Imola commemorazione strage Bologna
(©Ufficio Stampa Comune Imola)

La cerimonia commemorativa, alla presenza delle autorità, si è svolta nel giardino loro intitolato

Si è svolta nel tardo pomeriggio di ieri, nel “Giardino Vittime della Strage del 2 Agosto 1980” (angolo via Villa Clelia, Don Cortini e Lolli) la cerimonia commemorativa, organizzata dal Comune, a ricordo delle vittime della strage alla stazione di Bologna, del 2 agosto 1980. Sono intervenuti Fabrizio Castellari, vice sindaco di Imola, S.E. mons. Giovanni Mosciatti, vescovo della Diocesi di Imola, insieme agli assessori Pierangelo Raffini, Elisa Spada e Daniela Spadoni, a consiglieri comunali e a rappresentanti, fra gli altri, delle forze dell’ordine, delle associazioni d’arma e partigiane.

L’intervento del vice sindaco Fabrizio Castellari “E’ giusto e doveroso ricordare anche ad Imola la strage del 2 agosto 1980 alla stazione di Bologna. La nostra città volle dedicare alle vittime il giardino urbano di via Villa Clelia, per non dimenticare e per fare perenne memoria di quella tragedia anche attraverso un luogo fisico della città. L’Italia ferita così duramente, colpita al cuore, non si arrese a quel vile attentato e a quelli caratterizzati dalla stessa matrice eversiva che segnarono quegli anni” ha sottolineato Fabrizio Castellari nel suo intervento.

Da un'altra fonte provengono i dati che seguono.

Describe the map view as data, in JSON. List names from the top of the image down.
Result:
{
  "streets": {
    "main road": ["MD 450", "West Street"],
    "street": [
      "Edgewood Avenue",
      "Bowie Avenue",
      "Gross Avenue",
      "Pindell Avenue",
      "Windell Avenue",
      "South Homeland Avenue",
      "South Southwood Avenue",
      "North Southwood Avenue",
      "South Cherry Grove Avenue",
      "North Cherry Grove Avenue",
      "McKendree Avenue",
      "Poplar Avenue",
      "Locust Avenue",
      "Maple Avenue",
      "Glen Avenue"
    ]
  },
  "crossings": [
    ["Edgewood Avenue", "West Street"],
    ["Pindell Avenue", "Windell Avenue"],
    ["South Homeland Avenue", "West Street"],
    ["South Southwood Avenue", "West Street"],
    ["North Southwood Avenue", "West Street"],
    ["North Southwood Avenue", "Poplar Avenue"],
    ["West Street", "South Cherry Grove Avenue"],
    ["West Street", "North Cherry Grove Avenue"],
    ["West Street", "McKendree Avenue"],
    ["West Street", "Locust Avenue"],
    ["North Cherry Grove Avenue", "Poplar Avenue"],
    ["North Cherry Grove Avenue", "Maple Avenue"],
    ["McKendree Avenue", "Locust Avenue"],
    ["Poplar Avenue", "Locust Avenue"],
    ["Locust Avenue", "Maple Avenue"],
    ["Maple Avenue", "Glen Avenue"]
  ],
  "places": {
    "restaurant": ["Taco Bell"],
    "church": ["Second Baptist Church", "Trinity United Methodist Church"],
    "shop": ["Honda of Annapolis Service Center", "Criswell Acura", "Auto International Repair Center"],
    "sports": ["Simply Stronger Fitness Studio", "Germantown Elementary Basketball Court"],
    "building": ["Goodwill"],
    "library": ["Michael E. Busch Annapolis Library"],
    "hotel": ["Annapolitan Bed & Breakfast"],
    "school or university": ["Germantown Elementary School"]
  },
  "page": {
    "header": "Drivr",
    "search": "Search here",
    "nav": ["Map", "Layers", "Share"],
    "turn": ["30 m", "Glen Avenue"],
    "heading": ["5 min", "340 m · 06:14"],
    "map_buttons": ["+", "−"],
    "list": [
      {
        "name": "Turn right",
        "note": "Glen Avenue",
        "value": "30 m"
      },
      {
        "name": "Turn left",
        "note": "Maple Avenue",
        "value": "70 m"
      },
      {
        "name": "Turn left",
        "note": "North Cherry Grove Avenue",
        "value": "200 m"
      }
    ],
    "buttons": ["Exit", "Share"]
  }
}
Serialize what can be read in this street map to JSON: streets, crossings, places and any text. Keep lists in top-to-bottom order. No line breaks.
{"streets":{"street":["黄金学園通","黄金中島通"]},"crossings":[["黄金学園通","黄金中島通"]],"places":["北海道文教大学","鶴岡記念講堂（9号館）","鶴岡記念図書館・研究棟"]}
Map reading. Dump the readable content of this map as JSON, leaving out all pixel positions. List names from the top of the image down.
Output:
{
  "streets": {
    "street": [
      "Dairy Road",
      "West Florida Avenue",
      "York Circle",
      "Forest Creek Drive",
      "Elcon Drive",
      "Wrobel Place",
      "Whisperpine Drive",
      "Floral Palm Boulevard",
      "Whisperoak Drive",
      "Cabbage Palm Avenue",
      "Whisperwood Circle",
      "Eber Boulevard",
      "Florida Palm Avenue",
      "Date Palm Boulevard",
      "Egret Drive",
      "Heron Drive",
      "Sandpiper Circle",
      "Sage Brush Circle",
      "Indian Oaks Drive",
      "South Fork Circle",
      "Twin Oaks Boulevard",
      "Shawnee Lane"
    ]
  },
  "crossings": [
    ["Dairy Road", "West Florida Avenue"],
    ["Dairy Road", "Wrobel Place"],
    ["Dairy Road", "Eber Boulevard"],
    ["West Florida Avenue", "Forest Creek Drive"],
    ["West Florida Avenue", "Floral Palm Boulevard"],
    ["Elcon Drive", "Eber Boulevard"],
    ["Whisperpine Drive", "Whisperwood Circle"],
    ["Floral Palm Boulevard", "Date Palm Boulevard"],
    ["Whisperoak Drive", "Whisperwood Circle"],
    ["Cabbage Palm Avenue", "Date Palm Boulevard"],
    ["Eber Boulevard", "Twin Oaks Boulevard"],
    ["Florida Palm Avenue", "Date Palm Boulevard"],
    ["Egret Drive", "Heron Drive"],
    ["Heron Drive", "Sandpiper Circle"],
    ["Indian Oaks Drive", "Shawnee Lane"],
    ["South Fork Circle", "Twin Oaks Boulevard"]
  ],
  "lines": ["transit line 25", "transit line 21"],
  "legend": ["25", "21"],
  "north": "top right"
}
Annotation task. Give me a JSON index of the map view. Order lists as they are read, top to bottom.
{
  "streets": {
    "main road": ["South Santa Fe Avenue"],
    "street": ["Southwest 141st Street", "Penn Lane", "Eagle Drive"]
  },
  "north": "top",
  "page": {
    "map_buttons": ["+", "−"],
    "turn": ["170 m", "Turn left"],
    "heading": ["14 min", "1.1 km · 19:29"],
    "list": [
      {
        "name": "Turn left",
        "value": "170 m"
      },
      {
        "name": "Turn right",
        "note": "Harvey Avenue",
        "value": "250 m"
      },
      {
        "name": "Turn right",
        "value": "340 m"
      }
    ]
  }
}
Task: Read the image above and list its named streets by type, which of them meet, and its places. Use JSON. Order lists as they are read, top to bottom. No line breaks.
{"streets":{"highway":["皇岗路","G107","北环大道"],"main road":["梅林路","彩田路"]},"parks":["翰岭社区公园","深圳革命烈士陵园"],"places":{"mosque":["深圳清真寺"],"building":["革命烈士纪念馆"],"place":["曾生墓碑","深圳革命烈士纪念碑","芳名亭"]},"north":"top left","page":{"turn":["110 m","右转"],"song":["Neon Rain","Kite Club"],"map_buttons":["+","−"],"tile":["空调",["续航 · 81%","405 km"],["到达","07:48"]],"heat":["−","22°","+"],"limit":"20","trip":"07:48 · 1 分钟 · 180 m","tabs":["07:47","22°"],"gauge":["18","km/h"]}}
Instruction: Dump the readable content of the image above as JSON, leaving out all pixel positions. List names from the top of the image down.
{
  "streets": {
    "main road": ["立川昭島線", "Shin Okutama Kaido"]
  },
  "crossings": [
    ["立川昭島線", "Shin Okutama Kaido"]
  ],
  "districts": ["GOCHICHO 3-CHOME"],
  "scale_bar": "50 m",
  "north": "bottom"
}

“Ci fu una reazione fortissima delle istituzioni tutte e dei cittadini. Una reazione di popolo, di volontari, di associazioni, di una comunità intera, che vive ancora oggi nella testimonianza e nella memoria condivisa e che nell’aprile scorso ha portato a una nuova sentenza che aggiunge luce proprio sul contesto eversivo e sui mandanti della strage” ha aggiunto Castellari, affermando “c’è ancora strada da fare per accertare ogni responsabilità fino in fondo, contro ogni connivenza e depistaggio, con lo sguardo teso alla piena verità”.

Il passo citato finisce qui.